Away from Somerset, there were more problems. Despite his claims to the reporter from Richmond, Jones was no longer attending college. Even with Marceline working full-time, more income was needed, and the student pastor position was unpaid. Jones worked at a number of odd jobs, mostly in factories and shops. But it was difficult to make ends meet, and in August 1952 Jones was badly shaken by what he considered a personal betrayal.
Ronnie Baldwin had lived with the Joneses for more than a year. Jones and Marceline doted on the boy, and believed their affection was returned in equal measure. They made plans to formally adopt Ronnie, but didn’t consult the youngster until after they had legal documents drawn up and ready for him to accept and his mother to sign. But grateful as he was for the kindness s
hown by them, Ronnie wouldn’t agree. He still wanted, at some point, to be permanently reunited with his mother and brothers.
Marceline was hurt, but Jones was outraged. He ranted at Ronnie for an entire night, warning him that his birth mother was an unrepentant whore—Ronnie would immediately regret giving up the love and security that he and Marceline provided. The boy still refused. Jones seemed to believe that once he did anything for someone, from that moment forward the person belonged to him, with no right to disagree about anything or ever leave. While Marceline closed herself in another room, Jones harangued Ronnie until dawn, then petulantly sent the youngster back to his mother in Richmond.
Ronnie thought that was the end of it. His mother was doing better, and enrolled her son in a local elementary school. Soon afterward, Ronnie was summoned from class to the principal’s office; there was an urgent phone call for him. It was Jones, calling from Indianapolis to tell Ronnie that his desertion had broken Marceline’s heart. Hadn’t she and Jim treated Ronnie wonderfully, caring for him when no one else in the world did? Now would Ronnie come back and let them adopt him? Ronnie still refused.

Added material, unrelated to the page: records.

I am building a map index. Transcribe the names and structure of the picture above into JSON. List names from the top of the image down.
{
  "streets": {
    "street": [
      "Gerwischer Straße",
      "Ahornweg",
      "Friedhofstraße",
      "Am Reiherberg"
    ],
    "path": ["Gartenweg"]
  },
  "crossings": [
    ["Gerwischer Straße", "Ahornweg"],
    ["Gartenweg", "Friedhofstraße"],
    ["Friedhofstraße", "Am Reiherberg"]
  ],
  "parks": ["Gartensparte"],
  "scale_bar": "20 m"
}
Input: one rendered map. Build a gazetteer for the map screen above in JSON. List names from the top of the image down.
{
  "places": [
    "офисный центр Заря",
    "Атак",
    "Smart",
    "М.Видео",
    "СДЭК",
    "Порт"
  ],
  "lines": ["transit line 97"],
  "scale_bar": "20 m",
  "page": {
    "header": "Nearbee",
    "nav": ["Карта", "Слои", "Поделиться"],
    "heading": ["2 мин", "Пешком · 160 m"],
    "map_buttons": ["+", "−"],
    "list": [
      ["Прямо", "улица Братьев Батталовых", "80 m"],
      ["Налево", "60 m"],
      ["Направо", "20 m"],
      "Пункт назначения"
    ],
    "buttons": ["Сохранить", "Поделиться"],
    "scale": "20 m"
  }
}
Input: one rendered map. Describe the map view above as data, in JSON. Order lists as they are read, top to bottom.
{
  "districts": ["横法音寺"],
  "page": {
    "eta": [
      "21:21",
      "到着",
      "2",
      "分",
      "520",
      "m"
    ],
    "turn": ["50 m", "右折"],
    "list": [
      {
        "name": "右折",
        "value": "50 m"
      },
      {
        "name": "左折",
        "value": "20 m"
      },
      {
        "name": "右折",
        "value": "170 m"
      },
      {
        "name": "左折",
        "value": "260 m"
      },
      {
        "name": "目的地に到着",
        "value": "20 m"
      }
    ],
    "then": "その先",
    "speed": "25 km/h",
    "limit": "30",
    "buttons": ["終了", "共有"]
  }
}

At the end of September, the Baldwins held a family get-together in Richmond. When Ronnie arrived, Jim and Marceline were already there. As soon as Ronnie saw Jones, he turned and ran, certain that Jim would never let him alone. As Ronnie recalls it, “I took off . . . he jumped in his car, he chased me through the west side of Richmond. I went through houses and yards and everything.” Jim cornered Ronnie outside the boy’s house. But Ronnie’s older brother Dean confronted Jones, telling him to go away and leave Ronnie alone. From that moment, Jones never had anything to do with Ronnie.